Segment Start: EXTRACTED RECORDS

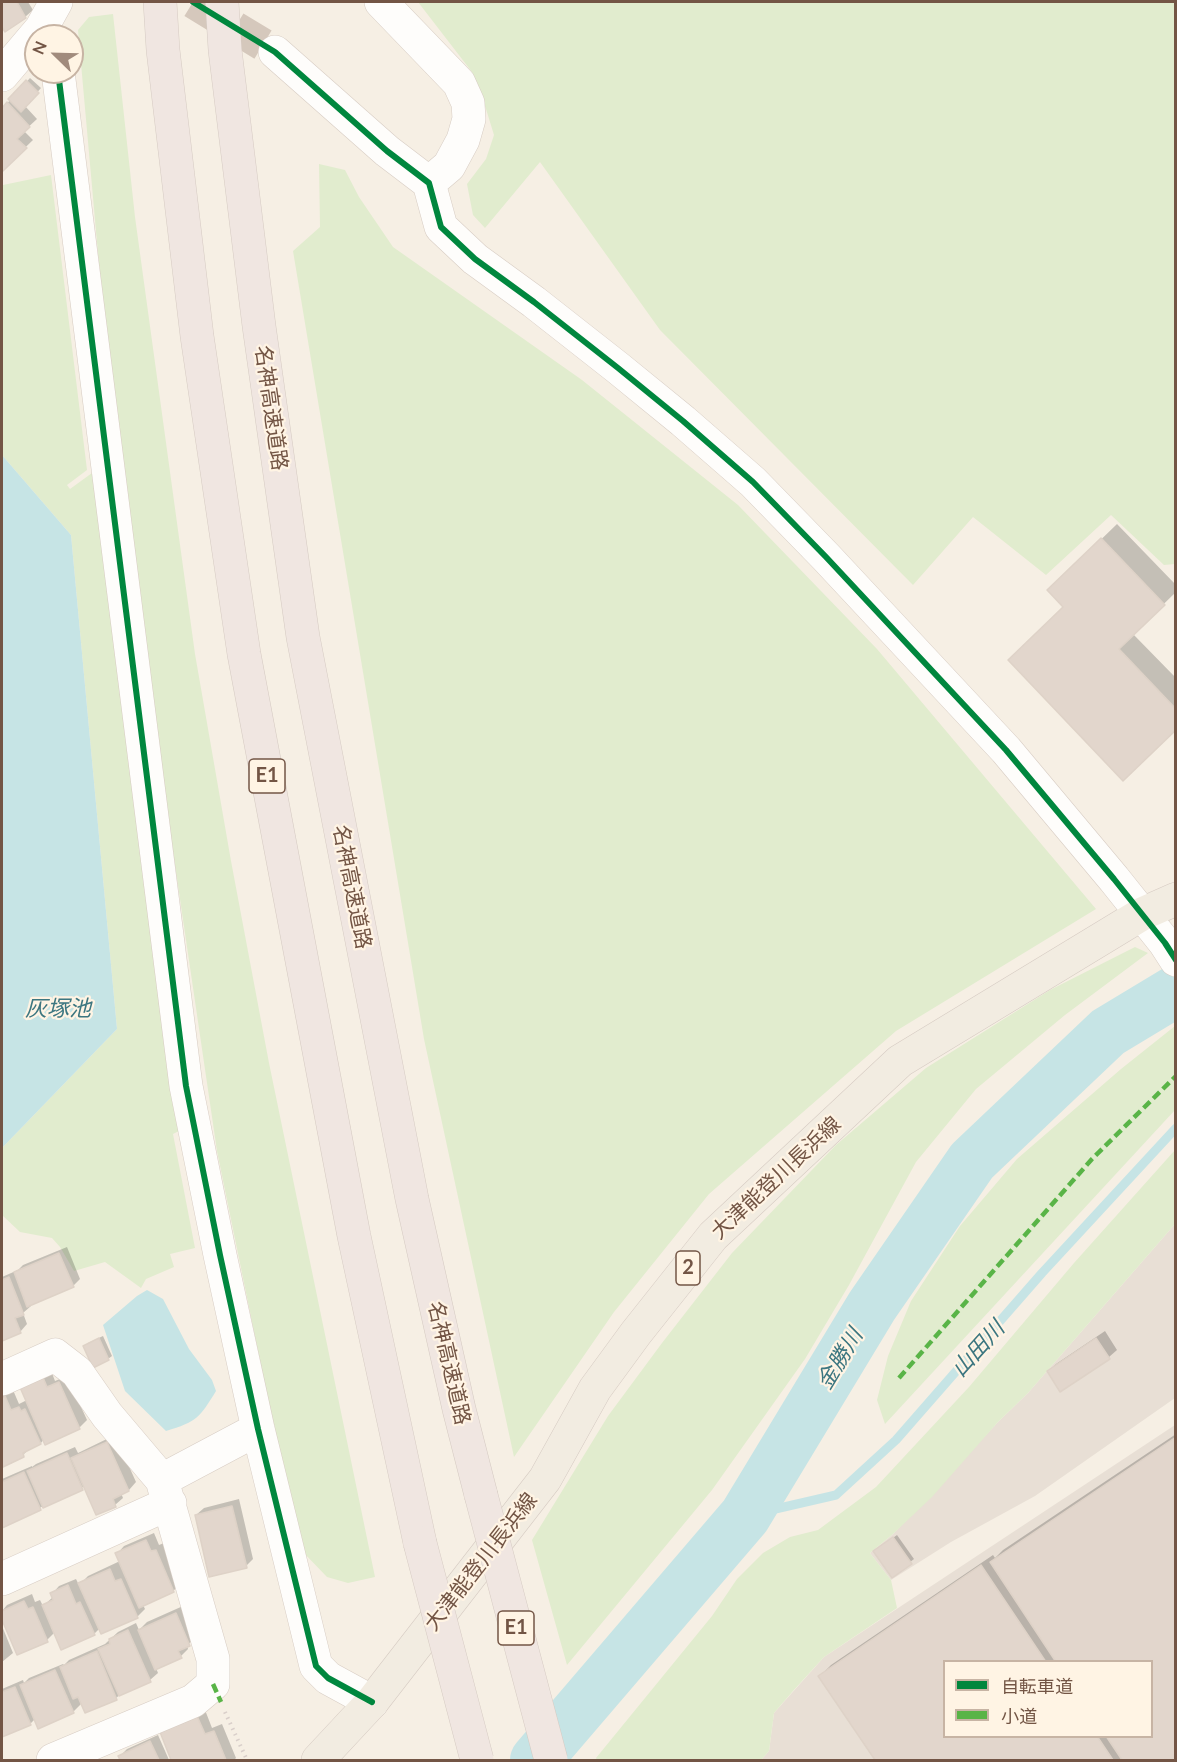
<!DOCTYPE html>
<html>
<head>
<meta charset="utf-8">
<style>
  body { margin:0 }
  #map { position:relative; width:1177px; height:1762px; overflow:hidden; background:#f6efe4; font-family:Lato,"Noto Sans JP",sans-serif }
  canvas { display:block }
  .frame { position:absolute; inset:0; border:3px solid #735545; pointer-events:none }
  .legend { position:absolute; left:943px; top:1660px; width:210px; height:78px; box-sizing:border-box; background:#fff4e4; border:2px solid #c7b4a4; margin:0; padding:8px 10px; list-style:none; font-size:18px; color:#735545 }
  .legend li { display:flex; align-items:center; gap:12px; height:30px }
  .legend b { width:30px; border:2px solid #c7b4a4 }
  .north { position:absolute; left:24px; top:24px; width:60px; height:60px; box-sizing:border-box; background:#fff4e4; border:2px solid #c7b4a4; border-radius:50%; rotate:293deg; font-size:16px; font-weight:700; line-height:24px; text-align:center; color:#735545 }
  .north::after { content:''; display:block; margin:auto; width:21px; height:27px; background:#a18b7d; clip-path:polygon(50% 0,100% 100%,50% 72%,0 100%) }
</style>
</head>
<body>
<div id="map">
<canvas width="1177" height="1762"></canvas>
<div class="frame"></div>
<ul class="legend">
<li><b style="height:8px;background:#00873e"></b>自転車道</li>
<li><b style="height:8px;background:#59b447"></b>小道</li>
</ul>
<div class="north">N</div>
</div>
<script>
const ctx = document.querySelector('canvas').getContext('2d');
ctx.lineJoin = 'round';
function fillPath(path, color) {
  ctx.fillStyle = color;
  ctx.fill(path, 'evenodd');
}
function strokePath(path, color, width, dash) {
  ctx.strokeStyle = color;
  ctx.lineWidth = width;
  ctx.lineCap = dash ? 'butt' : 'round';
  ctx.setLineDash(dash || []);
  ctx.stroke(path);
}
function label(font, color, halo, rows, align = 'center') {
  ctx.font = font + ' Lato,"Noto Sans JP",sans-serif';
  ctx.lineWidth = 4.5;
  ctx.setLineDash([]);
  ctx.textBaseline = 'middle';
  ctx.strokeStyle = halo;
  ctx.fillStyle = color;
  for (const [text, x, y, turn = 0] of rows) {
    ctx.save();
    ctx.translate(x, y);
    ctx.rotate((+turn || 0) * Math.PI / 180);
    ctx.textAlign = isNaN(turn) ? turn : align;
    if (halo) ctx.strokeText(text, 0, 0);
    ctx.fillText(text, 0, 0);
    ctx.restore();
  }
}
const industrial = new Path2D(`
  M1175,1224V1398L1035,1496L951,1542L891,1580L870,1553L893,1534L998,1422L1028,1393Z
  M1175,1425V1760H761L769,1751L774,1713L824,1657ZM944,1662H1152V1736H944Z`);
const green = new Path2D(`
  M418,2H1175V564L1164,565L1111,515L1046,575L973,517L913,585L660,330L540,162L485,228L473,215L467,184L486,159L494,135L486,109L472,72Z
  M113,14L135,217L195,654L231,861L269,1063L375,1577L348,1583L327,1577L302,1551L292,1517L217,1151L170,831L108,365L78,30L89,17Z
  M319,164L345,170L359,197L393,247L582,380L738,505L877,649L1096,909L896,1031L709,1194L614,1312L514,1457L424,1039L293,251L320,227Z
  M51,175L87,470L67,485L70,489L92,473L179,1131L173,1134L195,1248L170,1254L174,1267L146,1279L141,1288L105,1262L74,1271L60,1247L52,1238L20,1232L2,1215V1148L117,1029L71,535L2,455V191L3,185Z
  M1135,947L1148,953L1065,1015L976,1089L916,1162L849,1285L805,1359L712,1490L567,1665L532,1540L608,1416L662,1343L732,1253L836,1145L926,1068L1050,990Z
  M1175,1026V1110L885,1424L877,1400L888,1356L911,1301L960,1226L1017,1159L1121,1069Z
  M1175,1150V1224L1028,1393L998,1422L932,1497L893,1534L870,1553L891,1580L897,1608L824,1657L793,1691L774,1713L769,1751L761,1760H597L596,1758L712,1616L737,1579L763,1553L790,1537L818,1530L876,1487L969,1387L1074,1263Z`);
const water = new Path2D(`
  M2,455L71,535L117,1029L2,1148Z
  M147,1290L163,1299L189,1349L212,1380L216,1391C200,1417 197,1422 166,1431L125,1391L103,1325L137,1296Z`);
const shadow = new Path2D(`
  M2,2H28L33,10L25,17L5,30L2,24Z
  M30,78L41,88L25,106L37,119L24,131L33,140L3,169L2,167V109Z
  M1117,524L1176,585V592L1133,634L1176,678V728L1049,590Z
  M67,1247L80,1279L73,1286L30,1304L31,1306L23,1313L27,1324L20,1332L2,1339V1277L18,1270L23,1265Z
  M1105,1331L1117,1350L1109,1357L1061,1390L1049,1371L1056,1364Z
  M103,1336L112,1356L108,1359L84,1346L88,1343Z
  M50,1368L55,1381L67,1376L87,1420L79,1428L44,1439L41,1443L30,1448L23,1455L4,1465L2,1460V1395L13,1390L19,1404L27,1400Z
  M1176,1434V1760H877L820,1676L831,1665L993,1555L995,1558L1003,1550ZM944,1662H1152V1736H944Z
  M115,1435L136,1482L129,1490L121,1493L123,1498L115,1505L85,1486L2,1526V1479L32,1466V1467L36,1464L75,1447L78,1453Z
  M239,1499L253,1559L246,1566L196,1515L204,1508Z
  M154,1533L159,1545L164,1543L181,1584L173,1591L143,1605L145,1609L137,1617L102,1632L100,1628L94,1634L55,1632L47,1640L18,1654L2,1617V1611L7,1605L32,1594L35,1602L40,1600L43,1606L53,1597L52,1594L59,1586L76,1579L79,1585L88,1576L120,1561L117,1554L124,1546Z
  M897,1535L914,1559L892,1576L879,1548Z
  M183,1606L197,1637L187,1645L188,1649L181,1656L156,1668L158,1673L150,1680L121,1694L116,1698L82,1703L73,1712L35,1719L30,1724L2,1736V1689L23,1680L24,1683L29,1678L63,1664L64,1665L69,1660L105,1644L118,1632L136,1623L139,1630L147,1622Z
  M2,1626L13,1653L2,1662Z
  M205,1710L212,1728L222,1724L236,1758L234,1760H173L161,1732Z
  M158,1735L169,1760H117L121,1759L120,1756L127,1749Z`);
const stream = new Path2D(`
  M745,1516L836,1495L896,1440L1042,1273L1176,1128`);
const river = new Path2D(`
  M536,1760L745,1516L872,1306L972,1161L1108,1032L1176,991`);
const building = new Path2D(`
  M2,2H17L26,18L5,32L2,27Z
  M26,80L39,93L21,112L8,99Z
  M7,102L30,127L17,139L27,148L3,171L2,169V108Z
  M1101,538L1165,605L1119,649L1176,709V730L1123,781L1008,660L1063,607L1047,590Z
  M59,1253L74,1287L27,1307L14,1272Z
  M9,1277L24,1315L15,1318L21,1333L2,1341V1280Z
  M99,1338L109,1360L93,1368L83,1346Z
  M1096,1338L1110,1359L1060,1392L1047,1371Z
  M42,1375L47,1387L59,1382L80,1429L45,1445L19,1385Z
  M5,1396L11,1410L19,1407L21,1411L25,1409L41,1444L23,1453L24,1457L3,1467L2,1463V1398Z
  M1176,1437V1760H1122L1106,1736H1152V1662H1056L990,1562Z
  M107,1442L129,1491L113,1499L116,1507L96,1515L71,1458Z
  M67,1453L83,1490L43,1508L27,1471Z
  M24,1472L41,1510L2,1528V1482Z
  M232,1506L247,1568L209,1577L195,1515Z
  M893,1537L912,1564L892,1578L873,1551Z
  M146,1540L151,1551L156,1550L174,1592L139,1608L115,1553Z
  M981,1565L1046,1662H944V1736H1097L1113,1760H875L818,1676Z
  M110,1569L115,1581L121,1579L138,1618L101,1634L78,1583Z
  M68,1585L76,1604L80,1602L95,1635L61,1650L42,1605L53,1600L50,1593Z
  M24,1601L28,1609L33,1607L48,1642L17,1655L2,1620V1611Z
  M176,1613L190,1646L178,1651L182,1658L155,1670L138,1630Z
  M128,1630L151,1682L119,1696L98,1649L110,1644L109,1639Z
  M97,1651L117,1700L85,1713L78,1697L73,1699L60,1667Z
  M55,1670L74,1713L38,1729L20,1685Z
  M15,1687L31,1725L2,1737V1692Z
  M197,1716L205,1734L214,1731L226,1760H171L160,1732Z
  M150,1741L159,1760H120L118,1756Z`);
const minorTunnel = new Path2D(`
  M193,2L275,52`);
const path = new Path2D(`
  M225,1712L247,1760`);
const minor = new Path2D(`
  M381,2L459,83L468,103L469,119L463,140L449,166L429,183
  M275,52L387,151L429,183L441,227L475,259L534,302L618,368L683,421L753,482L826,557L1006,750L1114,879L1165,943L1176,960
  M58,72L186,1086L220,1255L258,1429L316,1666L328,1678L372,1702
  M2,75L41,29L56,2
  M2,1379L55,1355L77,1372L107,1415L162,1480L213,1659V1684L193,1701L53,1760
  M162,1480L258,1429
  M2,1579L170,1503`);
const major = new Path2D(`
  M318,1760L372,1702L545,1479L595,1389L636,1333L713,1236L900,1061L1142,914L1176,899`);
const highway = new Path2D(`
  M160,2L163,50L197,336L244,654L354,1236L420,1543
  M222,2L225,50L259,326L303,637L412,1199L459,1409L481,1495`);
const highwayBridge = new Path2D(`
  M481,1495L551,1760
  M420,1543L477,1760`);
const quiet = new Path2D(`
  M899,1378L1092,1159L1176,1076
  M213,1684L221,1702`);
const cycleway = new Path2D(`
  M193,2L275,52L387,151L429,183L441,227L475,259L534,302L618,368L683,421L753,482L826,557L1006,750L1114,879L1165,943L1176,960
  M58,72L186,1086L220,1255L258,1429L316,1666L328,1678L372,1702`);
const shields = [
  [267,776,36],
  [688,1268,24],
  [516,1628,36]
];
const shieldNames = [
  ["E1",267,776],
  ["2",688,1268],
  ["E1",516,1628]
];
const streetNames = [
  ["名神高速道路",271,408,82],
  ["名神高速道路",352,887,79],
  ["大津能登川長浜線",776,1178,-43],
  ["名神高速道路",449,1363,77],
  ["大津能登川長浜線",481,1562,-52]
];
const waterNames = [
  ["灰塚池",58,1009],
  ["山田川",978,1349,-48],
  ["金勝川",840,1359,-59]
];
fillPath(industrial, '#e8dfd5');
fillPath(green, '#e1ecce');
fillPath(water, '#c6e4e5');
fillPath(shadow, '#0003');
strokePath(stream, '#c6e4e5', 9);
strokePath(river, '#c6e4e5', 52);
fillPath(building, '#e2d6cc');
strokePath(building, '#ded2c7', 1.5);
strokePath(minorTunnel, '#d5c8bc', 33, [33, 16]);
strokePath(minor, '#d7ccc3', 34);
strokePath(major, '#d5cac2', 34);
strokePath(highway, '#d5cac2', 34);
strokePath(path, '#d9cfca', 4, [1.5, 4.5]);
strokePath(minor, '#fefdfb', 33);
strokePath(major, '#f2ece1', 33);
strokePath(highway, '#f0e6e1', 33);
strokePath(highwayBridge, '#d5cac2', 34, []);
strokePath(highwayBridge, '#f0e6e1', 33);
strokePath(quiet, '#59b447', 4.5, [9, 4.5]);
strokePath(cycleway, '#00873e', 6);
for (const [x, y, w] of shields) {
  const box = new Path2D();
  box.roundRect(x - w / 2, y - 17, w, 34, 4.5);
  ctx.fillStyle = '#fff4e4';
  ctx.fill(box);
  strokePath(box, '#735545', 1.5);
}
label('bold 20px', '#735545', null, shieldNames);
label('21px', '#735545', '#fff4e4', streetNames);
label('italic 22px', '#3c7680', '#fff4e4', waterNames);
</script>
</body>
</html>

Segment End: EXTRACTED RECORDS

• **GOAL OF THE EXERCISE**
Only a number is wanted. How many lines of the entries above carry "setLineDash"?

• **RESPONSE**
2